5 minutes with entrepreneur Eric Duncan

Eric Duncan is the co-owner of Bourbon and the forthcoming Black Rooster.
Eric Duncan is the co-owner of Bourbon and the forthcoming Black Rooster. Submitted

You may not be familiar with the name Eric Duncan, but his fingerprints are around the city. Today, he is co-owner of Bourbon and the forthcoming Black Rooster with Columbia restauranteur Kristian Niemi, involved in the contemporary art scene in Columbia. When he’s not doing that his main gig is Chief Technology Officer of Synergi Partners in Florence. We caught up to see what he loves about Columbia.

Q. For people in Columbia looking for a great place to eat and drink, tell us more about Bourbon.

A. We have excellent Cajun-Creole food, and fantastic whiskey-centric cocktails. But that’s only part of it. We are located in the historic Brennan building on Main Street. For a long time, long before Bourbon, our building has been part of the forefront of Columbia’s Main Street. I remember the first time I saw the space. The history was palpable. I’m not sure if we chose this building, or if the building chose us. Kristian did an amazing job preserving the history of the space, and that is one of the most defining characteristics of the restaurant. The old subfloor became part of the bar and a prominent wall. Floor joists from other renovation projects around Columbia became bar shelves and tables. And we left one wall unfinished to showcase the history of the building.
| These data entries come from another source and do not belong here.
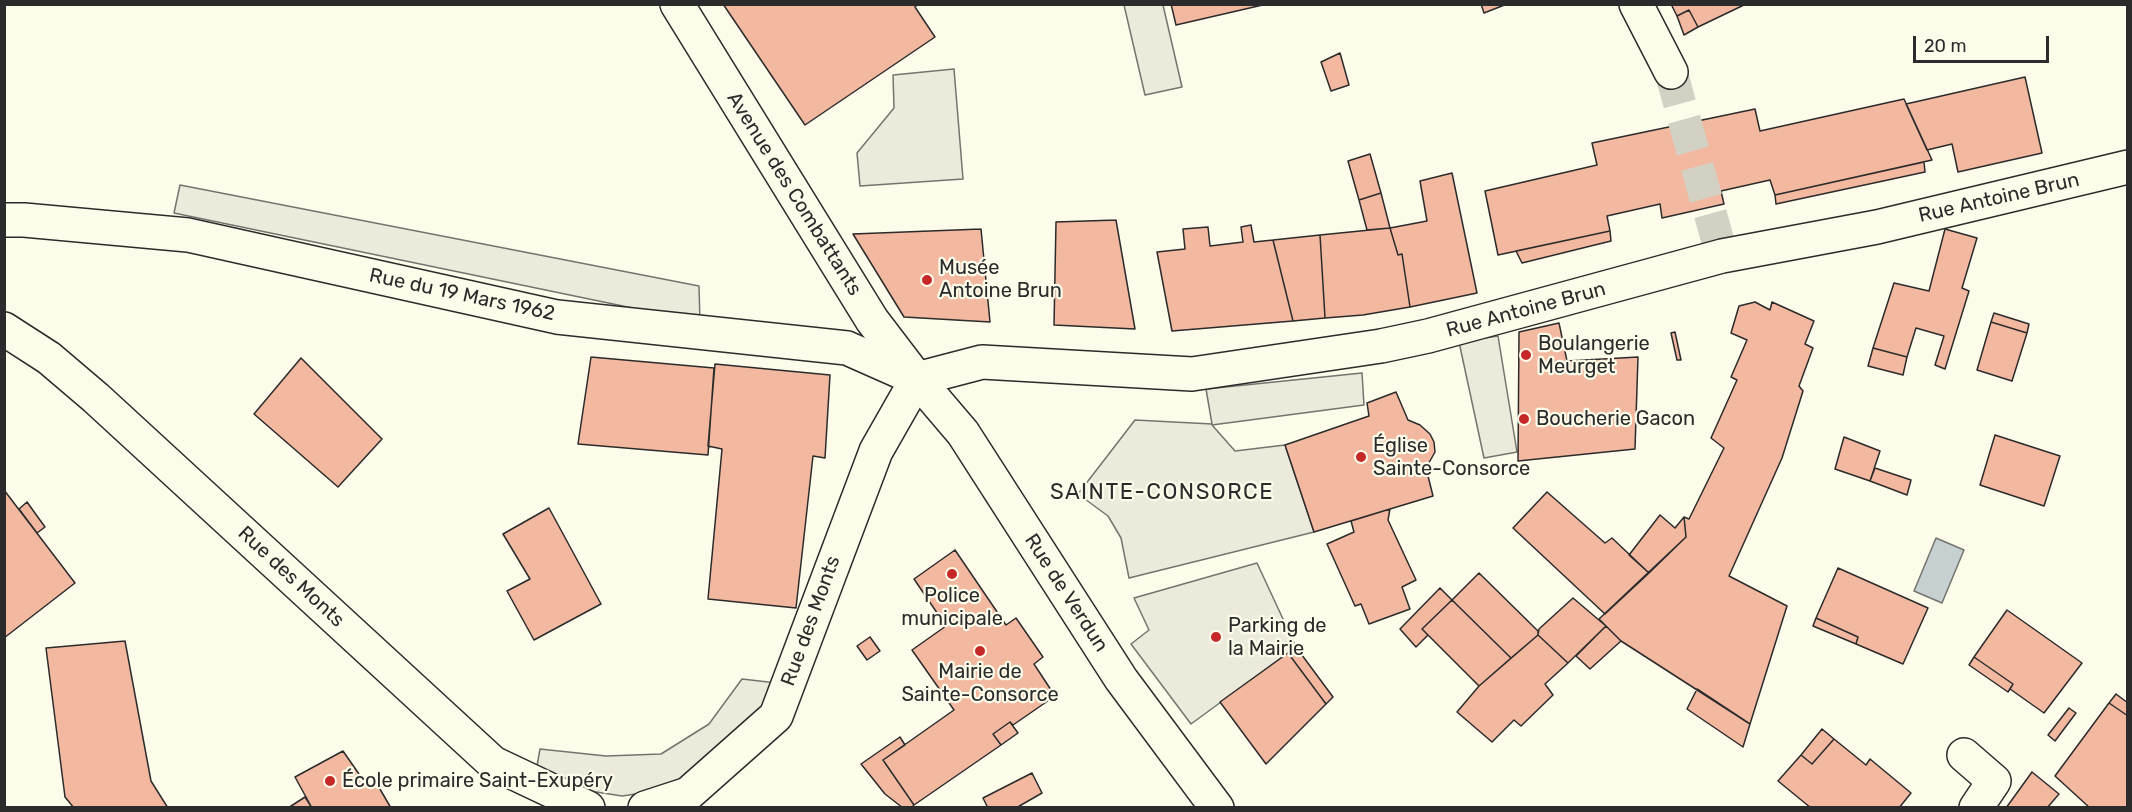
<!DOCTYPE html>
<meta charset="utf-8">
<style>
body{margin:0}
#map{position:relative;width:2132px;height:812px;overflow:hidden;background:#fdfbea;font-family:Rubik,sans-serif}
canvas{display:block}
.frame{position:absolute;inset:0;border:6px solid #2b2b2b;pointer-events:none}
.scale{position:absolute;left:1913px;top:36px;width:136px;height:27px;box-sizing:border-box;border:3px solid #2b2b2b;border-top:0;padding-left:8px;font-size:18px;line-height:21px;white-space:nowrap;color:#2b2b2b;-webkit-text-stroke:4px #fdfbea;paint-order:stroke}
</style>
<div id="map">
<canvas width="2132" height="812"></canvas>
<div class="frame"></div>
<div class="scale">20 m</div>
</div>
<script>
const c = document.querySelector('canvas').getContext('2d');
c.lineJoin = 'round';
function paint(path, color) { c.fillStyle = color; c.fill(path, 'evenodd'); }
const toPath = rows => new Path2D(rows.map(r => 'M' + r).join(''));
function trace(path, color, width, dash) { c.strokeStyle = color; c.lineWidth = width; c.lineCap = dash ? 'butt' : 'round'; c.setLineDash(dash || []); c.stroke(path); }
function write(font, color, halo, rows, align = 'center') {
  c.font = font + ' Rubik,sans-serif'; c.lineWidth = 4.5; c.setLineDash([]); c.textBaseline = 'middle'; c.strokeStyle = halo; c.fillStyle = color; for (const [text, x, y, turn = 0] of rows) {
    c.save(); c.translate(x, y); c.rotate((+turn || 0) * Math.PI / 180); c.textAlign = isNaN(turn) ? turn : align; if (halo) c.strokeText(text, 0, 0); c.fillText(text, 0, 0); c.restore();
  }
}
const parking = toPath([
 [1124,5,1163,5,1182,87,1145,95,1124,5],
 [954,69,963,179,860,186,857,153,894,108,893,75,954,69],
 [180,185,699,286,700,322,174,213,180,185],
 [1498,336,1517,452,1484,458,1459,342,1498,336],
 [1362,373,1364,405,1212,425,1235,451,1285,445,1314,532,1129,578,1121,538,1108,516,1078,494,1135,420,1212,424,1206,389,1362,373],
 [1257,563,1296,647,1191,724,1131,644,1149,630,1134,598,1257,563],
 [742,679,777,683,766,715,677,788,622,796,571,788,537,766,540,749,606,756,661,754,709,724,742,679]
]);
paint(parking, '#eceadb');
trace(parking, '#74746e', 1.5);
const water = toPath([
 [1936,538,1964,550,1942,603,1914,591,1936,538]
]);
paint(water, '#c7d0d0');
trace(water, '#74746e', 1.5);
const building = toPath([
 [723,4,918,4,915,7,935,37,805,125,723,4],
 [1171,4,1267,4,1176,25,1171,4],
 [1481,4,1507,4,1484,13,1481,4],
 [1671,4,1746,4,1698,27,1689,10,1677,16,1671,4],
 [1689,10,1698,27,1684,35,1677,16,1689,10],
 [1340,53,1349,85,1331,91,1321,62,1340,53],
 [2025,77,2042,153,1958,172,1952,144,1927,150,1906,104,2025,77],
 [1904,99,1932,160,1775,195,1770,180,1721,191,1724,204,1662,218,1660,204,1607,216,1610,231,1498,255,1485,191,1597,165,1592,143,1755,109,1760,131,1904,99],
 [1370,154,1381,193,1359,200,1348,161,1370,154],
 [1924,162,1925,172,1776,204,1775,195,1924,162],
 [1452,173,1477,293,1410,307,1402,254,1398,255,1390,228,1427,221,1420,181,1452,173],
 [1381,193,1390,228,1367,230,1359,200,1381,193],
 [1116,220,1135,329,1054,325,1056,222,1116,220],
 [1251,225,1254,242,1273,240,1293,321,1172,331,1157,252,1185,249,1183,229,1208,227,1210,246,1243,242,1241,227,1251,225],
 [1390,228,1398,255,1402,254,1410,307,1363,315,1325,318,1320,235,1390,228],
 [981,229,990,322,904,317,853,234,981,229],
 [1945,229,1977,238,1962,288,1969,291,1945,369,1935,365,1944,336,1916,328,1907,357,1873,348,1894,283,1929,291,1945,229],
 [1610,231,1611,241,1522,263,1516,251,1610,231],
 [1320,235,1325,318,1293,321,1273,240,1320,235],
 [1755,302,1770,310,1772,302,1814,321,1805,344,1813,348,1799,386,1803,391,1782,458,1729,576,1787,606,1750,724,1621,641,1599,619,1686,537,1684,517,1689,519,1724,448,1711,438,1737,380,1731,377,1747,340,1731,333,1739,306,1755,302],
 [1994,313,2029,324,2027,333,1991,322,1994,313],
 [1991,322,2027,333,2012,381,1977,370,1991,322],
 [1559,323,1567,361,1638,357,1635,449,1518,461,1519,332,1559,323],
 [1675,332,1681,360,1677,360,1671,333,1675,332],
 [1873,348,1907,357,1903,375,1868,366,1873,348],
 [591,357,714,368,708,455,578,444,591,357],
 [301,358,382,439,338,487,254,414,301,358],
 [715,364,830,375,825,458,813,456,796,608,708,599,722,449,708,446,715,364],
 [1396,392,1408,420,1420,425,1430,434,1434,442,1435,452,1426,468,1433,496,1314,532,1285,445,1369,416,1367,403,1396,392],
 [1995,435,2060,456,2044,506,1980,485,1995,435],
 [1844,437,1880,451,1870,481,1835,469,1844,437],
 [1875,468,1911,480,1907,495,1870,481,1875,468],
 [4,490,75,583,4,638,4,490],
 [1547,492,1605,543,1612,538,1649,573,1605,614,1513,528,1547,492],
 [27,502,45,527,37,533,19,509,27,502],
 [549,508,601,604,534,640,507,591,530,579,503,534,549,508],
 [1390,509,1388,520,1416,580,1402,587,1410,609,1369,624,1361,604,1355,606,1327,544,1354,532,1351,521,1390,509],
 [1660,515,1675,528,1684,517,1686,537,1649,573,1629,555,1660,515],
 [955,550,1006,625,1016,618,1043,657,1034,664,1055,696,1013,725,1010,722,993,734,1001,745,914,805,883,760,954,710,912,650,946,626,914,579,955,550],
 [1838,568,1928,608,1903,664,1856,644,1858,637,1816,618,1838,568],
 [1479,573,1538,631,1538,635,1511,658,1452,600,1479,573],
 [1440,588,1452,600,1422,629,1428,635,1416,647,1400,629,1440,588],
 [1573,598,1606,626,1568,663,1538,635,1539,629,1573,598],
 [1452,600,1511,658,1479,686,1422,629,1452,600],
 [2007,610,2082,663,2044,713,2010,689,2013,684,1974,657,2007,610],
 [1816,618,1858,637,1856,644,1813,626,1816,618],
 [1606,626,1621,641,1590,669,1576,656,1606,626],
 [1538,635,1568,663,1545,684,1553,695,1521,726,1514,720,1492,742,1457,712,1479,686,1538,635],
 [870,637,880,651,867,660,857,646,870,637],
 [125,641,151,781,168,808,74,808,65,797,46,648,125,641],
 [1296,647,1333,697,1326,704,1288,653,1296,647],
 [1288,653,1326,704,1266,764,1220,702,1288,653],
 [1974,657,2013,684,2008,692,1969,665,1974,657],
 [1697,689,1750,724,1743,747,1687,709,1697,689],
 [2116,694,2128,703,2128,716,2109,703,2116,694],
 [2109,703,2128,716,2128,808,2090,808,2055,776,2109,703],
 [2069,708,2076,713,2055,741,2048,735,2069,708],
 [1010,722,1018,733,1001,745,993,734,1010,722],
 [1822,729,1834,739,1812,764,1801,755,1822,729],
 [900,737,905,745,883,760,914,805,911,808,903,808,885,794,861,764,900,737],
 [1834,739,1866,765,1870,759,1911,793,1899,808,1811,808,1778,781,1801,755,1812,764,1834,739],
 [343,751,368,787,377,784,391,808,312,808,295,777,343,751],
 [2032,772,2059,794,2047,808,2006,808,2032,772],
 [1032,773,1042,793,1016,808,988,808,983,798,1032,773],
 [305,797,312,808,288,808,305,797]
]);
paint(building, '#f2b8a0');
trace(building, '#2b2b2b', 1.5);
trace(toPath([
 [1671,72,1722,256]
]), '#d3d1c4', 33, [33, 16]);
const minor = toPath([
 [677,4,872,320,917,379,963,433,1121,679,1217,808],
 [1636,4,1671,72],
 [1964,755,1994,781,1976,808]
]);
const tertiary = toPath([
 [4,220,24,220,188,235,557,317,847,348,917,379],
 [4,329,49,358,96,398,493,763,588,808],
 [917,379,982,362,1192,374,1381,346,1428,336,1722,256,1877,227,2128,167],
 [645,808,688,794,776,716,876,451,917,379]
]);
trace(minor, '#2b2b2b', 36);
trace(tertiary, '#2b2b2b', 36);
trace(minor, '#fdfbea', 33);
trace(tertiary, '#fdfbea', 33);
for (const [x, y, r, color] of [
 [927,280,6,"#c62828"],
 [1526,355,6,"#c62828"],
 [1524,419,6,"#c62828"],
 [1361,457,6,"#c62828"],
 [952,574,6,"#c62828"],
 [1216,637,6,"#c62828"],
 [980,651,6,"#c62828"],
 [330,781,6,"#c62828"]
]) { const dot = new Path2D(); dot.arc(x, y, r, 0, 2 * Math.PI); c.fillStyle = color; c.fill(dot); trace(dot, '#fdfbea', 2); }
write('20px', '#2b2b2b', '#fdfbea', [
 ["Avenue des Combattants",794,194,58],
 ["Rue Antoine Brun",1999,198,-13],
 ["Rue du 19 Mars 1962",462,295,12],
 ["Rue Antoine Brun",1526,310,-15],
 ["Rue des Monts",291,577,43],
 ["Rue de Verdun",1066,593,57],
 ["Rue des Monts",811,621,-70]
]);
write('20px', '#2b2b2b', '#fdfbea', [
 ["Musée",939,268],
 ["Antoine Brun",939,291],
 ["Boulangerie",1538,344],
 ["Meurget",1538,367],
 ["Boucherie Gacon",1536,419],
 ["Église",1373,446],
 ["Sainte-Consorce",1373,469],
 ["Police",952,596,"center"],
 ["municipale",952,619,"center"],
 ["Parking de",1228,626],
 ["la Mairie",1228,649],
 ["Mairie de",980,672,"center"],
 ["Sainte-Consorce",980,695,"center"],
 ["École primaire Saint-Exupéry",342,781]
], 'left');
c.letterSpacing = '1.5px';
write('22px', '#2b2b2b', '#fdfbea', [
 ["SAINTE-CONSORCE",1162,493]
]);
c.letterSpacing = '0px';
</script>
Before we ever opened, this space had years and years of stories, and it’s ready for yours.

Q: What’s your fave cocktail on the menu?

A. That’s like asking your mom which kid she loves the most. Granted, I am neither a bartender nor a chef, so none of these are my recipes or anything like that, but still. There are three that I find myself regularly migrating to. When I’m more serious or getting ready to settle in for a long conversation with friends I’ll order the Heart of Darkness (Woodford Double Oaked Bourbon, Hoodoo Chicory, Thai tea syrup, Burlesque and Hellfire Bitters, served in a snifter with hickory smoke.) Earlier in the evening, or when it’s hot outside, I’ll go for an Island Chupacabra (Beam Double Oak, Mt. Gay Black Barrel Rum, passion fruit, pineapple, pomegranate, cinnamon syrup, herbsaint.) Finally, when I’m indecisive or just can’t make up my mind I can never go wrong with a classic Old Fashioned.

Of course, if I’m not in the mood for a cocktail, I can always fall back to one of our 250 or so whiskeys. Or maybe it’s 350. I really can’t keep up with how many we have anymore!

Q. Investing in a business is acknowledging growth in Columbia. What does this city offer that other places in the Southeast don’t?

A. When I came here to study music theory and composition at the University of South Carolina, I really didn’t expect to stay here after graduation. However, the city and the people really grew on me. I’ve heard many people say that Columbia is a small town disguised as a city, and for me that’s a true sentiment. Most places I go I see someone I know, and pretty much everywhere I feel welcome.

The feeling that Columbia is a city on the move is widely acknowledged by most people I interact with, and that’s helpful to any business in Columbia, but that’s not the reason I invested here. My friends and family are here, and this is my home. That’s really all the reason I need to know that this town is a sound, and valuable, investment.